Gönner des FC St. Gallen sind «beunruhigt über die Orientierungslosigkeit» des Vereins. Eine Welle von Rücktritten aus dem Dienstagclub wird aber nicht erwartet. Man wolle «kein Öl ins Feuer giessen».
Der Blick aus der Loge: Gönner des FC St. Gallen halten sich an die Devise «abwarten und beobachten». (Bild: Urs Jaudas)

Der Blick aus der Loge: Gönner des FC St. Gallen halten sich an die Devise «abwarten und beobachten». (Bild: Urs Jaudas)

Ralf Streule

Wenn derzeit, mitten in der Führungskrise des FC St. Gallen, der grösste Gönnerclub des Fussballvereins zur Generalversammlung lädt, dürften die Fetzen fliegen. Würde man meinen. Doch der Dienstagabend, als sich ein Teil der rund 250 Mitglieder des Gönnervereins Dienstagclub im Stadion hinter geschlossenen Türen zur Versammlung traf, verlief «überraschend ruhig», wie einige Teilnehmer berichten. Präsident Martin Schönenberger, der kürzlich als Folge der Querelen eine Wiederwahl als FC-St. Gallen-Verwaltungsrat ausschloss, habe bewusst «kein Öl ins Feuer giessen» wollen, heisst es.

Zwar habe Schönenberger das Thema einleitend gestreift – traktandiert war es aber nicht offiziell. Und nur eine kurze Mitgliederfrage betraf die Unruhen im Club: Wie ist die kritische Stimme des Dienstagclub künftig im FC St. Gallen vertreten, wenn Schönenberger keinen Einsitz mehr hat im Verwaltungsrat? Die Antwort, kurz gefasst: aus etwas grösserer Distanz. Aber mit Sicherheit bleibt der Einfluss des Dienstagclubs weiter relevant: Er spricht immerhin rund 1,5 Millionen Franken jährlich.

Personelle Entwicklungen werden schon lange kritisiert

Unkritisch sind die Gönner keinesfalls. Gespräche zeigen: Den Veränderungen im FC St. Gallen steht man eher negativ gegenüber. Die personellen Entwicklungen im FC St. Gallen – angeblich von Hauptaktionär Dölf Früh über den Verwaltungsrat hinweg mit gesteuert – seien schon ein Thema im Dienstagclub gewesen, bevor sie medial angegangen worden seien, so ein Mitglied. Man zeigt sich «beunruhigt über die Orientierungslosigkeit» und über die «schwache Krisenkommunikation». Und auch der Abgang von Pascal Kesseli als CEO der Event AG und als «Bindeglied zum Gönnerverein» wird kritisiert. «Viele von uns schätzten ihn sehr – es zeigte sich keiner froh, dass er weg ist.» Rücktritte aus dem Gönnerclub, quasi als Abstrafung des FC St. Gallen, seien aber vorläufig wohl nicht zu erwarten, sagt ein Mitglied. «Viele sind mit Herzblut dabei, uns geht es ums Sportliche.» Vorläufig heisse die Devise «abwarten und beobachten». Mit Argusaugen schauten viele Mitglieder auf den von Früh angekündigten Verkauf seines Aktienpakets.

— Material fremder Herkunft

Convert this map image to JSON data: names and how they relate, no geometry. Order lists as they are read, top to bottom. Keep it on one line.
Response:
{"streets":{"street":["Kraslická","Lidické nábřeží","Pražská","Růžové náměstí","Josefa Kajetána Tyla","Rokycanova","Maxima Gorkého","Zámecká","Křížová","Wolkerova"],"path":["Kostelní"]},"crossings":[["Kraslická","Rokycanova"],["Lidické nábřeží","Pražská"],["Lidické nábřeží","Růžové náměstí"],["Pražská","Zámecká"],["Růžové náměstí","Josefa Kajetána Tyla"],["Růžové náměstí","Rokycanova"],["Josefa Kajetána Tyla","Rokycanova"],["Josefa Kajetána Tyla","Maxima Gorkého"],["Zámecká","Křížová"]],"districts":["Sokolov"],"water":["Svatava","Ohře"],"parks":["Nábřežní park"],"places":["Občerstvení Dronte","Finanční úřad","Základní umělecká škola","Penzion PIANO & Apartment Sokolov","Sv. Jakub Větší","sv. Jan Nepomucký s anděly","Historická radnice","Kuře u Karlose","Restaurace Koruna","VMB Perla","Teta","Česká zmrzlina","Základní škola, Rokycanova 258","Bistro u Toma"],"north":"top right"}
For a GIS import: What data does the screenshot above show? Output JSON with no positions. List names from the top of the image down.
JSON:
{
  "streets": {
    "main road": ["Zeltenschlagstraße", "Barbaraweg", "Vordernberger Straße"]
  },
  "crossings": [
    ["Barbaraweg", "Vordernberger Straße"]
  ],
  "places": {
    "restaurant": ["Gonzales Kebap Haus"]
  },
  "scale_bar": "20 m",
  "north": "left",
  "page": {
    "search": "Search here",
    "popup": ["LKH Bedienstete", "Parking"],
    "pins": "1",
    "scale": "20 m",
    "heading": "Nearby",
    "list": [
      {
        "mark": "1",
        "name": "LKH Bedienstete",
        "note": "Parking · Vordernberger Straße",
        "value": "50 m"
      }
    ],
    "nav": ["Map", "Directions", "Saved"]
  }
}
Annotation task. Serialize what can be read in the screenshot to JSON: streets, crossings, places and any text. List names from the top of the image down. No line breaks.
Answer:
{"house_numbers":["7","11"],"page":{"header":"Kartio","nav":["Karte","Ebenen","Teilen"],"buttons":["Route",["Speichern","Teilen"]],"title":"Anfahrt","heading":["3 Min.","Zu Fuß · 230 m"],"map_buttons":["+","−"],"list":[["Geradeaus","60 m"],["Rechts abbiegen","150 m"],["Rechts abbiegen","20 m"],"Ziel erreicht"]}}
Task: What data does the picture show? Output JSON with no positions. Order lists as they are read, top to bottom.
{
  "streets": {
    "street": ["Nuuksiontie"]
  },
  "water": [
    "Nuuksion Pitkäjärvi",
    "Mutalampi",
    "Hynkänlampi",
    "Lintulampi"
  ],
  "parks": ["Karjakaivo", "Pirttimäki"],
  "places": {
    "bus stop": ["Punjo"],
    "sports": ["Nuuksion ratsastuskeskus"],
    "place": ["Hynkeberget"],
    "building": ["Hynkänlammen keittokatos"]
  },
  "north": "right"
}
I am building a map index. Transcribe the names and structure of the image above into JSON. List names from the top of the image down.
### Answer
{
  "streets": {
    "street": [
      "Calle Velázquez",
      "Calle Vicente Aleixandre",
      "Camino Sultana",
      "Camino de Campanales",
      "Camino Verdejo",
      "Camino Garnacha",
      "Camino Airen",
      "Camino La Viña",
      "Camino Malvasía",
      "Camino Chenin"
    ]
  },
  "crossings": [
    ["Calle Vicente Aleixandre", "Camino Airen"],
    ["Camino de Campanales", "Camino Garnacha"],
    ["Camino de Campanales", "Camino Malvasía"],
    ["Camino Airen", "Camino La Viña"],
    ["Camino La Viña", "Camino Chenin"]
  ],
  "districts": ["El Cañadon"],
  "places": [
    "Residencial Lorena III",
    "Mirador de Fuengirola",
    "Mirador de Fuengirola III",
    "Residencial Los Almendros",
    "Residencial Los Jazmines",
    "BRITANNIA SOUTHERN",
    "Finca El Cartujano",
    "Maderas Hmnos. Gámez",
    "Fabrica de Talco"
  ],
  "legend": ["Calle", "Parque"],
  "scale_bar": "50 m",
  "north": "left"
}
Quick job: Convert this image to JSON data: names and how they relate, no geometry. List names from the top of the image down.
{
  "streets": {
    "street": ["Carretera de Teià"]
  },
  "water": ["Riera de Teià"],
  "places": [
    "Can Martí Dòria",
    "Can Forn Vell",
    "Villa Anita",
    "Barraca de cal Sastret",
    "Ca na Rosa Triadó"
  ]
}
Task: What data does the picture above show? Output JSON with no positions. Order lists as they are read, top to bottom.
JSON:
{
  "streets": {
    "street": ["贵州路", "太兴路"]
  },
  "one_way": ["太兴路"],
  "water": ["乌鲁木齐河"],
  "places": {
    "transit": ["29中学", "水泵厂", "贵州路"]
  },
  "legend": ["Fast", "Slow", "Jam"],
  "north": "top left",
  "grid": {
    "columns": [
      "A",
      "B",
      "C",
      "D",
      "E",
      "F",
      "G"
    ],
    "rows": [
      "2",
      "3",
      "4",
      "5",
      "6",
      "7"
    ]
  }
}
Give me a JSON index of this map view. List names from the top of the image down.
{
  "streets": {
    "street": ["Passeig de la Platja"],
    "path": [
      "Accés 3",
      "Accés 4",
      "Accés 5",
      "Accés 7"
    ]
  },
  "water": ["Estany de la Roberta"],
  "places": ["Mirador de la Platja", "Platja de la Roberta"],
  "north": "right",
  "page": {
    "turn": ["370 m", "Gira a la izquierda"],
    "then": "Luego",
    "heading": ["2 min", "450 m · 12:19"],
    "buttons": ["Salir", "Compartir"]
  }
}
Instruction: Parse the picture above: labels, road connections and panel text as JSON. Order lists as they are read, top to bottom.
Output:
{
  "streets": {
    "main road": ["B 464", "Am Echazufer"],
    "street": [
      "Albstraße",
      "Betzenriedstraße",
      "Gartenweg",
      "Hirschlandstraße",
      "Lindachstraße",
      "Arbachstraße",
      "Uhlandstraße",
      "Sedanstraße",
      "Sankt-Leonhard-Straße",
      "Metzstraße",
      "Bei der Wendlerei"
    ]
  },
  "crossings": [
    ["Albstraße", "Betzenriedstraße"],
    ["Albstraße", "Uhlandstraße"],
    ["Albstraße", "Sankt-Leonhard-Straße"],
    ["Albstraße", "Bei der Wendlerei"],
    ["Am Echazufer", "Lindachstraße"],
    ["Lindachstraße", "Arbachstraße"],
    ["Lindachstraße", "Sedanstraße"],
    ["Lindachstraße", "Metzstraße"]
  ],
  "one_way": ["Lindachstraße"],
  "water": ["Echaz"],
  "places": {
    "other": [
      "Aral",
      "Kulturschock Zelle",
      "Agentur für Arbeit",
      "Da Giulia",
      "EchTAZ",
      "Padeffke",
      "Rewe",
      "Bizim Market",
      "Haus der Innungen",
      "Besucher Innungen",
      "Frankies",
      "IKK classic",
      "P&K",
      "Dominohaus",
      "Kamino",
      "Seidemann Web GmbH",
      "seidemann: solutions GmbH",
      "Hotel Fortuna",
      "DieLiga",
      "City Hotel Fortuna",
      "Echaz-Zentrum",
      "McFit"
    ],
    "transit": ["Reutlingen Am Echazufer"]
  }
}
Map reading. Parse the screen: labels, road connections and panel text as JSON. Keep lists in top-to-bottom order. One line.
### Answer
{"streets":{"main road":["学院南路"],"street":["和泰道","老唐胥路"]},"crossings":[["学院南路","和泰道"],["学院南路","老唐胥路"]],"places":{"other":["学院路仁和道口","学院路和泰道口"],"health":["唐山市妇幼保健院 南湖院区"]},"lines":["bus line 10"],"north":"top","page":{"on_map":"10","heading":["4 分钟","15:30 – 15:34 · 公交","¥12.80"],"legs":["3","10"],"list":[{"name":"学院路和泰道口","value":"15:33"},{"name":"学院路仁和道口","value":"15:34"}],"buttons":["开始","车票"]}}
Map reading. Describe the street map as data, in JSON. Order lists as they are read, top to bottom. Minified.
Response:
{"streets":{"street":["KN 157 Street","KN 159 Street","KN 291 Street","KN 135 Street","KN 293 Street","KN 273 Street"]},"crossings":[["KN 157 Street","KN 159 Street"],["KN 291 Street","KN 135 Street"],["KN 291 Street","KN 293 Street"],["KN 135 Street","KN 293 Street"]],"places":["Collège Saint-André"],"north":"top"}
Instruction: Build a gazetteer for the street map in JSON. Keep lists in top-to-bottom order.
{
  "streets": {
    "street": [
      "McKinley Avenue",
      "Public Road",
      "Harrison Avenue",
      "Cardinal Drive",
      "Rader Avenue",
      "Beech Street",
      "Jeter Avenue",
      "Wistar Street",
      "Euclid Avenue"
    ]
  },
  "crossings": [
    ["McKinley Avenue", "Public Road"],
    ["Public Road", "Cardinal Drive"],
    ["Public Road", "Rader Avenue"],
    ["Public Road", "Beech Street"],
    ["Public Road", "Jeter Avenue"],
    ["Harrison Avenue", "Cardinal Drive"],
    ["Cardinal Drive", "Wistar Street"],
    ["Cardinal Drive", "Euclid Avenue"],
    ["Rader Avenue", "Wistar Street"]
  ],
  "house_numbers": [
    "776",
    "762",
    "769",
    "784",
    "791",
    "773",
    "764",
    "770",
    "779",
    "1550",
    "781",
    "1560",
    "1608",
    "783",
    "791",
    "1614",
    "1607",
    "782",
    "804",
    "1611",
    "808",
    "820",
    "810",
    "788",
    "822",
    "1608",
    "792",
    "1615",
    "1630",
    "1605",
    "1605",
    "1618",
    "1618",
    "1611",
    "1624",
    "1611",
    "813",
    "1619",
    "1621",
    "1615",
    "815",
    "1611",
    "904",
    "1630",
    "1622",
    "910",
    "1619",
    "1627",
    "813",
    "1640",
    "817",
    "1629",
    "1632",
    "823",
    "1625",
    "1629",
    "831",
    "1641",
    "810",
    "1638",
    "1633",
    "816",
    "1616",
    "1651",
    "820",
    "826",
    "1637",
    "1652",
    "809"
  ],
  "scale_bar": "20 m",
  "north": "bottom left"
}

Sessa als Gönnerpräsident im Ausstand

Im Pioneers-Club – einem Gönnerverein, der sich dem Nachwuchs verschreibt – hat es hingegen eine gewichtige Änderung gegeben. Marco Sessa, der kürzlich sein Amt als Stadionmanager kündigte, tritt als Präsident der Gönnervereinigung in den Ausstand. In einem dieser Zeitung vorliegenden Mitgliederschreiben des Pioneers-Club heisst es: «Wir suchen umgehend den Kontakt zur FCSG-Clubleitung – mit dem Ziel, Antworten auf Fragen zur Zukunft, zum weiteren Vorgehen, zur Vision der Clubleitung usw. zu erhalten.»